Rösti Albert · Bundesrat · 2025-09-23
Rösti Albert · Bundesrat · Bern · 2025-09-23
Wortprotokoll
Ich möchte Ihnen für die Entwicklung dieser zwei Gesetzentwürfe danken. Der Bundesrat hat von Anfang an mit seiner Stellungnahme die Unterstützung der Entwürfe klar bekundet. Sie haben inzwischen entschieden, diese auf zwei Vorlagen aufzuteilen und zwei separate Entwürfe zu machen.
Entwurf 1 entspricht der parlamentarischen Initiative Chassot, mit der die allgemeinen Fördermassnahmen zugunsten der elektronischen Medien ausgebaut werden sollen. Zusätzlich enthält Artikel 81 des Entwurfes eine Änderung betreffend Nutzungsforschung. Ich kann im Namen des Bundesrates sagen, dass wir diesen Entwurf unterstützen. Der Bundesrat hat sich einzig dahin gehend geäussert, dass er im Unterschied zum Ständerat nur eine Unterstützung von maximal 50 Prozent beantragen würde. Das würde auch dem Änderungsvorhaben des Subventionsgesetzes im Rahmen des Entlastungspaketes 2027 entsprechen, bei dem der Bundesrat vorschlägt, im Sinne der Subsidiarität im Grundsatz keine Unterstützungen über 50 Prozent zu gewähren. Ihre Kommission ist dem entgegengekommen. Wir können nachher in der Detailberatung nochmals darüber sprechen. Im Übrigen unterstützt der Bundesrat diesen Weg. Die Beiträge sind in Entwurf 1 beschränkt, indem man von maximal 1 Prozent der Gebühren spricht, die für diese Unterstützung zur Verfügung stehen. Ich denke, dass wir mit diesem einen Prozent eine relativ grosse Breitenwirkung haben, und würde das entsprechend begrüssen.
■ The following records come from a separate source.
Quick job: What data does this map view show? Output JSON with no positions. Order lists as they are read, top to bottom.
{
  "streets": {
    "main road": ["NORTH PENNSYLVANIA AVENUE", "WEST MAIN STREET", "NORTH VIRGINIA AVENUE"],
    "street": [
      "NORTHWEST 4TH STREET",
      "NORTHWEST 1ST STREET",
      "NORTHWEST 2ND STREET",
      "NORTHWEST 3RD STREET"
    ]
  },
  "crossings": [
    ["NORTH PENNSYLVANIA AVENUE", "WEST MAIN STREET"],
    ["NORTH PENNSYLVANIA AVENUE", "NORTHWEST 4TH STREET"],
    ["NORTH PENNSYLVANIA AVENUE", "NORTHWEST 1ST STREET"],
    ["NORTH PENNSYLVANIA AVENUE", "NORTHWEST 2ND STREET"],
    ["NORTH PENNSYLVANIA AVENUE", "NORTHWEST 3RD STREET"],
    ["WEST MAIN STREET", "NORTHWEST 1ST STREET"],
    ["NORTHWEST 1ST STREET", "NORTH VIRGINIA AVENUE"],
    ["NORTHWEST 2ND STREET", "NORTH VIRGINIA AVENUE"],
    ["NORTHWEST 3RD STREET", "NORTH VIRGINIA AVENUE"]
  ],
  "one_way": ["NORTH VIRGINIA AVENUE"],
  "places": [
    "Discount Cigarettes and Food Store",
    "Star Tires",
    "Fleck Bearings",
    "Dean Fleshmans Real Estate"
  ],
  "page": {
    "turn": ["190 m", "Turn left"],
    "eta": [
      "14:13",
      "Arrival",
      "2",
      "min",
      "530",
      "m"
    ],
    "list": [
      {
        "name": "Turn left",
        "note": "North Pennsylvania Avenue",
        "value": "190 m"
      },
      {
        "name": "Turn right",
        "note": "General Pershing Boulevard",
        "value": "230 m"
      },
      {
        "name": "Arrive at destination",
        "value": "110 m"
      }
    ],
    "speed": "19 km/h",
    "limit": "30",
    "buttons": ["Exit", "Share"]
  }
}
Entwurf 2 entspricht der parlamentarischen Initiative Bauer. Hier geht es um die Erhöhung der Abgabenanteile der privaten Radio- und Fernsehanstalten von 4 bis 6 auf 6 bis 8 Prozent des Ertrages. Ich kann Ihnen sagen, dass diese Erhöhung bereits im Gegenprojekt des Bundesrates zur Halbierungs-Initiative berechnet wurde. Wir haben gesagt, die parlamentarischen Initiativen Bauer und Chassot würden 35 Millionen Franken kosten, was zusammen mit der Gebührenreduktion eine Reduktion von insgesamt 155 Millionen Franken ausmacht. Sie haben auch verschiedentlich von der SRG gehört, dass sie mit einer Reduktion von 270 Millionen Franken rechnet. Das sind diese 155 Millionen Franken plus der fehlende Teuerungsausgleich plus die Reduktion der Werbeeinnahmen. Die SRG geht heute in ihrer Strategie, auch mit "Enavant SRG SSR", von der Annahme dieser parlamentarischen Initiative aus, sie ist somit berücksichtigt. Diese Lösung entspricht auch den Initianten, die gesagt haben, dass die privaten Radio- und Fernsehveranstalter keine Reduktion der Beiträge erfahren sollten. Deshalb unterstützt der Bundesrat auch diese Initiative. Er ist allerdings auch der Meinung, dass hier - wie auch bei der SRG, beim öffentlich-rechtlichen Fernsehen - im Sinne der Gleichbehandlung kein Teuerungsausgleich gewährt werden sollte, wie das auch Ihre Kommission vorschlägt.
In diesem Sinne beantrage ich Ihnen namens des Bundesrates, auf die beiden Vorlagen einzutreten.